(Task objective)
Only the pictures are dropped. Restate each line below word for word.

### Material for this task

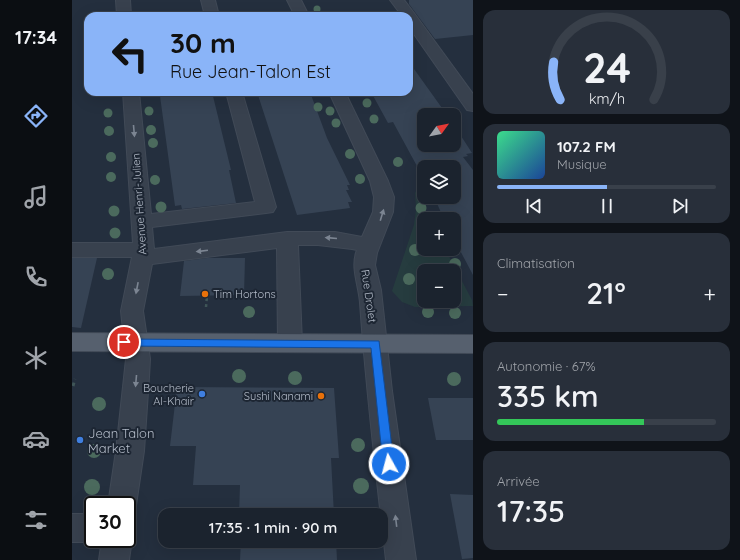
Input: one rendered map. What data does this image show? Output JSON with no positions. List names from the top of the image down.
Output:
{
  "streets": {
    "street": ["Avenue Henri-Julien", "Rue Drolet"]
  },
  "one_way": ["Avenue Henri-Julien", "Rue Drolet"],
  "places": [
    "Tim Hortons",
    "Boucherie Al-Khair",
    "Sushi Nanami",
    "Jean Talon Market"
  ],
  "north": "top right",
  "page": {
    "tabs": "17:34",
    "turn": ["30 m", "Rue Jean-Talon Est"],
    "map_buttons": ["+", "−"],
    "song": ["107.2 FM", "Musique"],
    "tile": [
      "Climatisation",
      ["Autonomie · 67%", "335 km"],
      ["Arrivée", "17:35"]
    ],
    "heat": ["−", "21°", "+"],
    "limit": "30",
    "trip": "17:35 · 1 min · 90 m",
    "gauge": ["24", "km/h"]
  }
}
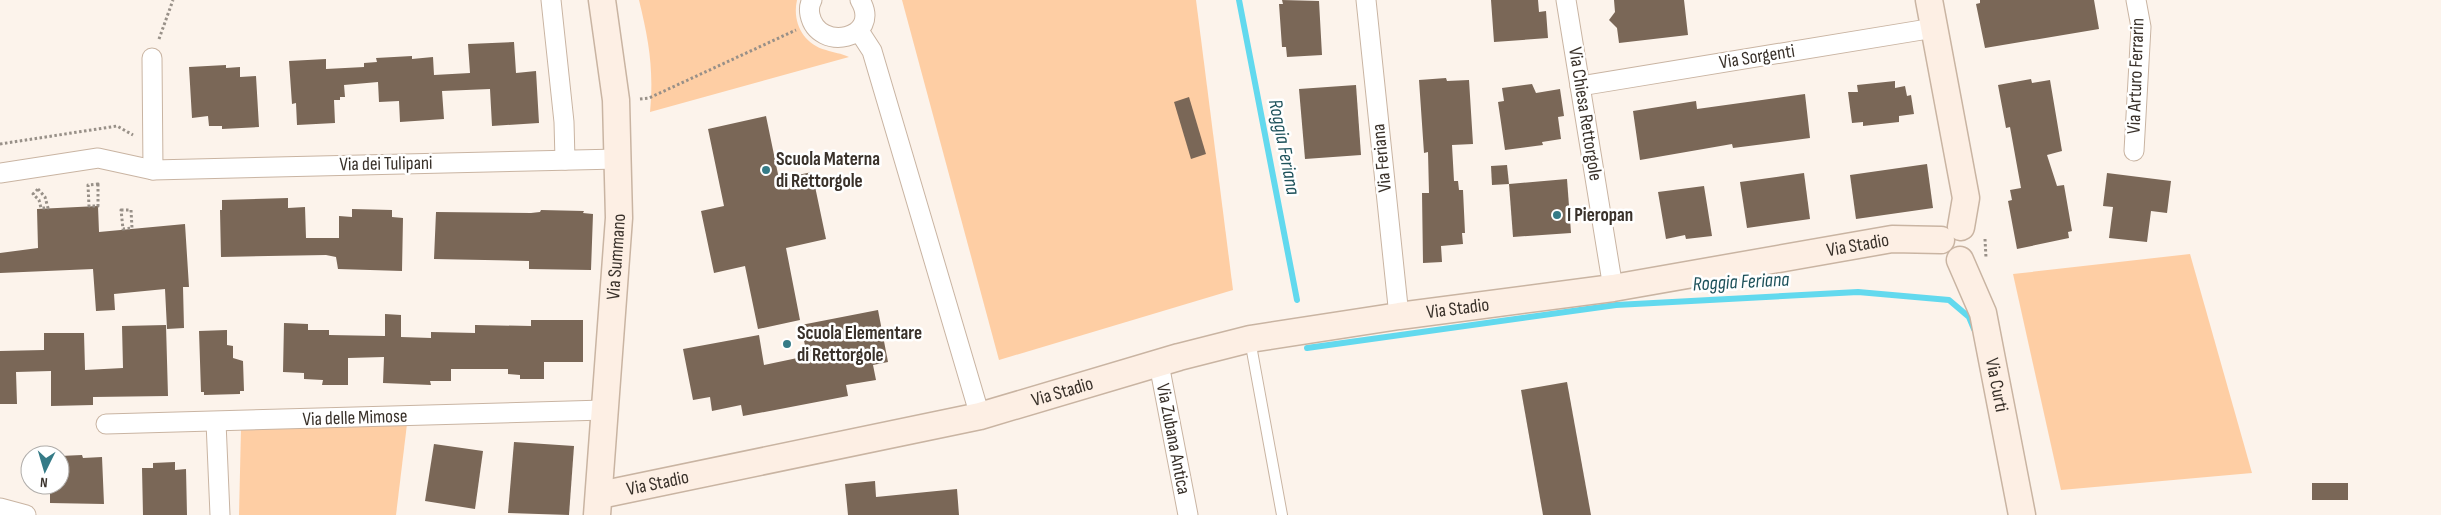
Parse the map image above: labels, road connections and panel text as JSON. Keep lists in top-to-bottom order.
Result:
{
  "streets": {
    "street": [
      "Via Sorgenti",
      "Via Arturo Ferrarin",
      "Via Chiesa Rettorgole",
      "Via Feriana",
      "Via dei Tulipani",
      "Via Stadio",
      "Via Summano",
      "Via Curti",
      "Via delle Mimose",
      "Via Zubana Antica"
    ]
  },
  "crossings": [
    ["Via Sorgenti", "Via Chiesa Rettorgole"],
    ["Via Chiesa Rettorgole", "Via Stadio"],
    ["Via Feriana", "Via Stadio"],
    ["Via dei Tulipani", "Via Summano"],
    ["Via Stadio", "Via Summano"],
    ["Via Stadio", "Via Curti"],
    ["Via Stadio", "Via Zubana Antica"],
    ["Via Summano", "Via delle Mimose"]
  ],
  "water": ["Roggia Feriana"],
  "places": ["Scuola Materna di Rettorgole", "I Pieropan", "Scuola Elementare di Rettorgole"],
  "north": "bottom"
}
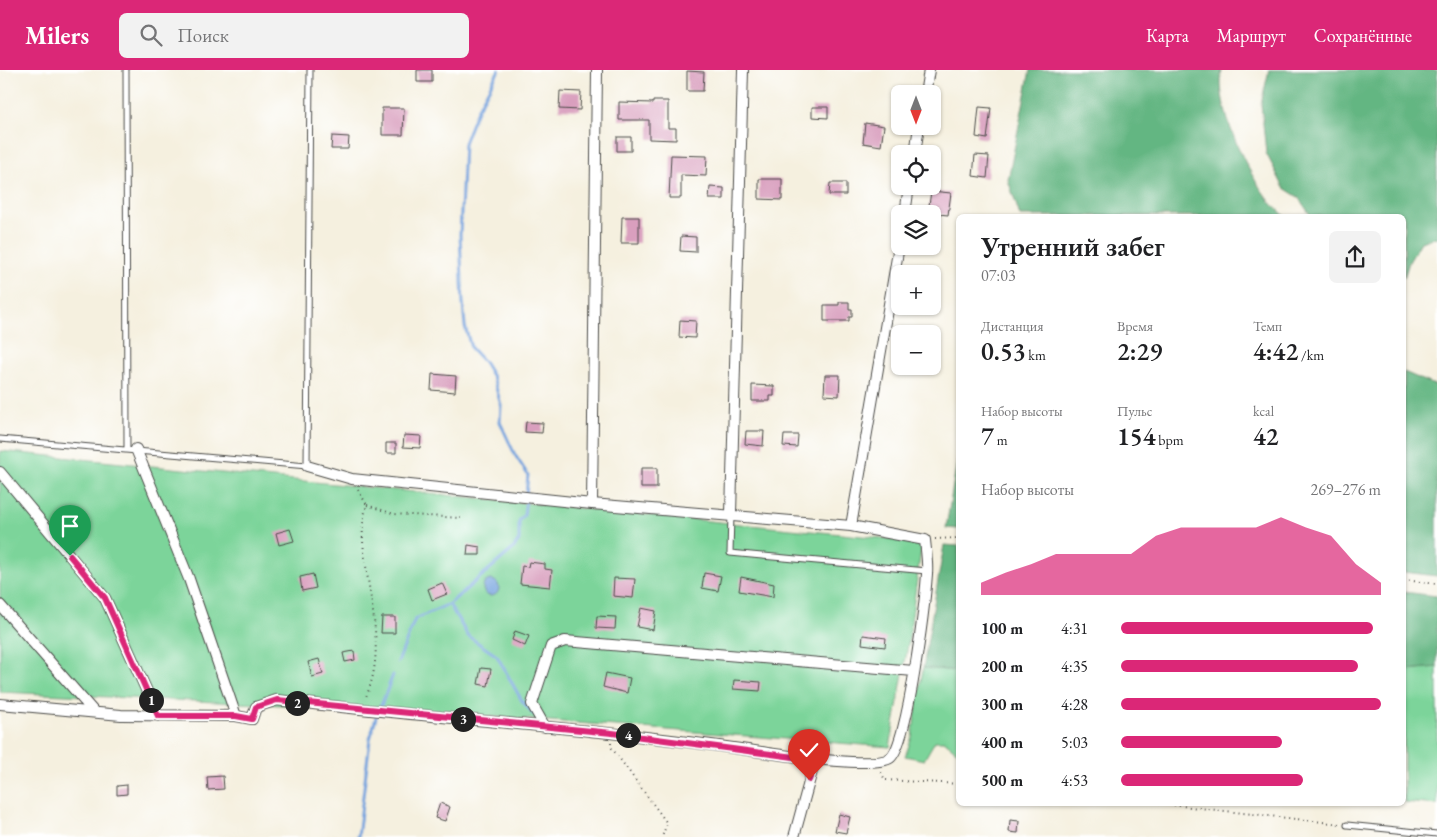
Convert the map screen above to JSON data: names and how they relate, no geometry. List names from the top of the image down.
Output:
{
  "north": "bottom",
  "page": {
    "header": "Milers",
    "search": "Поиск",
    "nav": ["Карта", "Маршрут", "Сохранённые"],
    "map_buttons": ["+", "−"],
    "heading": ["Утренний забег", "07:03"],
    "stats": [
      ["Дистанция", "0.53 km"],
      ["Время", "2:29"],
      ["Темп", "4:42 /km"],
      ["Набор высоты", "7 m"],
      ["Пульс", "154 bpm"],
      ["kcal", "42"]
    ],
    "chart": ["Набор высоты", "269–276 m"],
    "list": [
      {
        "name": "100 m",
        "note": "4:31"
      },
      {
        "name": "200 m",
        "note": "4:35"
      },
      {
        "name": "300 m",
        "note": "4:28"
      },
      {
        "name": "400 m",
        "note": "5:03"
      },
      {
        "name": "500 m",
        "note": "4:53"
      }
    ],
    "pins": [
      "1",
      "2",
      "3",
      "4"
    ]
  }
}
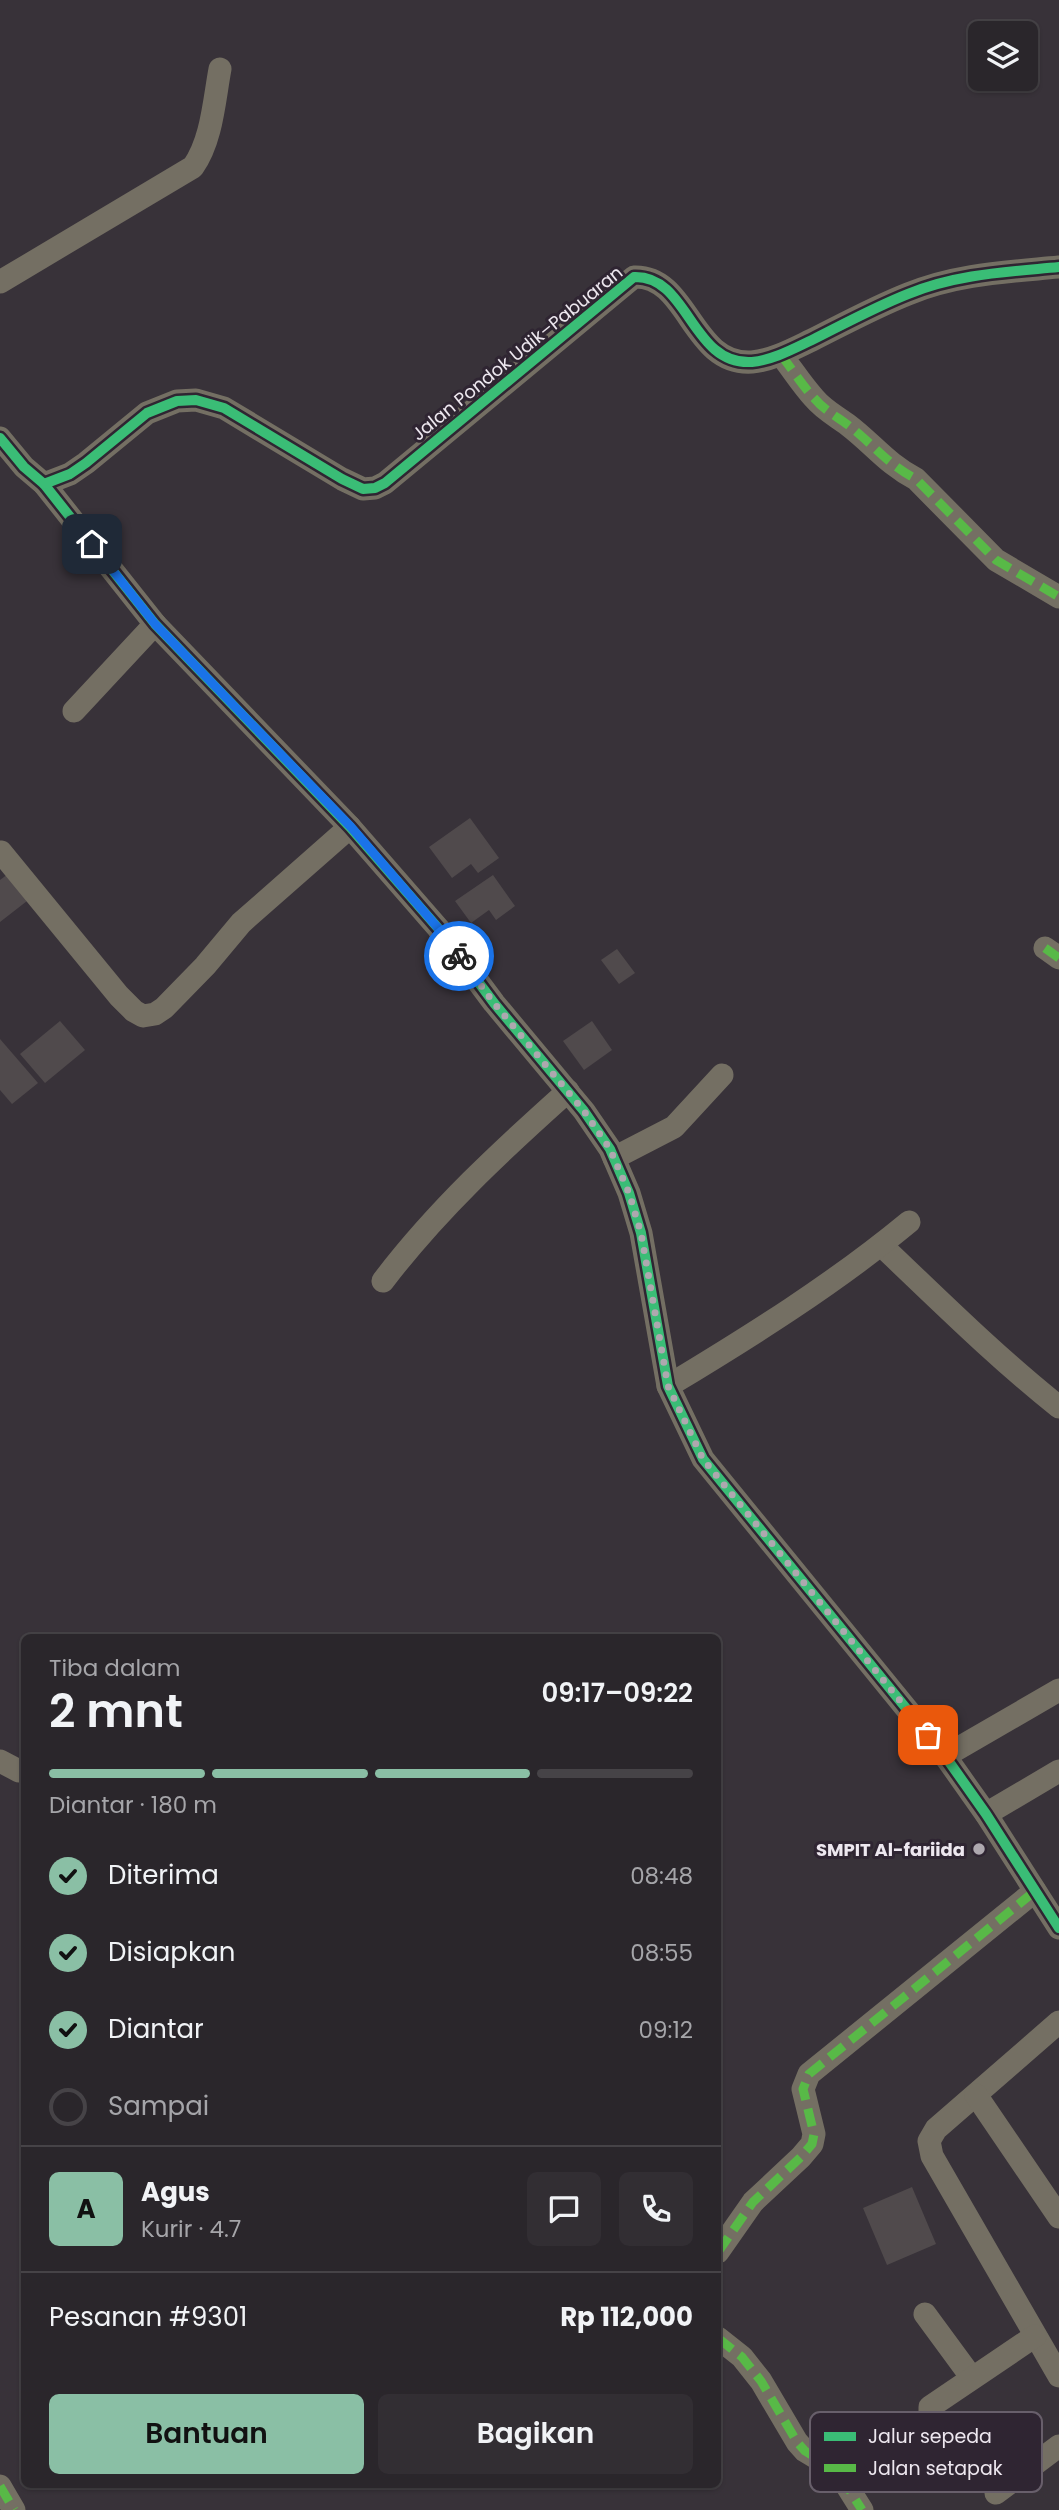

######

(Answer below)
Input: one rendered map. What data does this image show? Output JSON with no positions. List names from the top of the image down.
Output:
{
  "streets": {
    "street": ["Avenue Henri-Julien", "Rue Drolet"]
  },
  "one_way": ["Avenue Henri-Julien", "Rue Drolet"],
  "places": [
    "Tim Hortons",
    "Boucherie Al-Khair",
    "Sushi Nanami",
    "Jean Talon Market"
  ],
  "north": "top right",
  "page": {
    "tabs": "17:34",
    "turn": ["30 m", "Rue Jean-Talon Est"],
    "map_buttons": ["+", "−"],
    "song": ["107.2 FM", "Musique"],
    "tile": [
      "Climatisation",
      ["Autonomie · 67%", "335 km"],
      ["Arrivée", "17:35"]
    ],
    "heat": ["−", "21°", "+"],
    "limit": "30",
    "trip": "17:35 · 1 min · 90 m",
    "gauge": ["24", "km/h"]
  }
}
Parse the map image above: labels, road connections and panel text as JSON. Keep lists in top-to-bottom order.
Result:
{
  "streets": {
    "street": [
      "Via Sorgenti",
      "Via Arturo Ferrarin",
      "Via Chiesa Rettorgole",
      "Via Feriana",
      "Via dei Tulipani",
      "Via Stadio",
      "Via Summano",
      "Via Curti",
      "Via delle Mimose",
      "Via Zubana Antica"
    ]
  },
  "crossings": [
    ["Via Sorgenti", "Via Chiesa Rettorgole"],
    ["Via Chiesa Rettorgole", "Via Stadio"],
    ["Via Feriana", "Via Stadio"],
    ["Via dei Tulipani", "Via Summano"],
    ["Via Stadio", "Via Summano"],
    ["Via Stadio", "Via Curti"],
    ["Via Stadio", "Via Zubana Antica"],
    ["Via Summano", "Via delle Mimose"]
  ],
  "water": ["Roggia Feriana"],
  "places": ["Scuola Materna di Rettorgole", "I Pieropan", "Scuola Elementare di Rettorgole"],
  "north": "bottom"
}
Convert the map screen above to JSON data: names and how they relate, no geometry. List names from the top of the image down.
Output:
{
  "north": "bottom",
  "page": {
    "header": "Milers",
    "search": "Поиск",
    "nav": ["Карта", "Маршрут", "Сохранённые"],
    "map_buttons": ["+", "−"],
    "heading": ["Утренний забег", "07:03"],
    "stats": [
      ["Дистанция", "0.53 km"],
      ["Время", "2:29"],
      ["Темп", "4:42 /km"],
      ["Набор высоты", "7 m"],
      ["Пульс", "154 bpm"],
      ["kcal", "42"]
    ],
    "chart": ["Набор высоты", "269–276 m"],
    "list": [
      {
        "name": "100 m",
        "note": "4:31"
      },
      {
        "name": "200 m",
        "note": "4:35"
      },
      {
        "name": "300 m",
        "note": "4:28"
      },
      {
        "name": "400 m",
        "note": "5:03"
      },
      {
        "name": "500 m",
        "note": "4:53"
      }
    ],
    "pins": [
      "1",
      "2",
      "3",
      "4"
    ]
  }
}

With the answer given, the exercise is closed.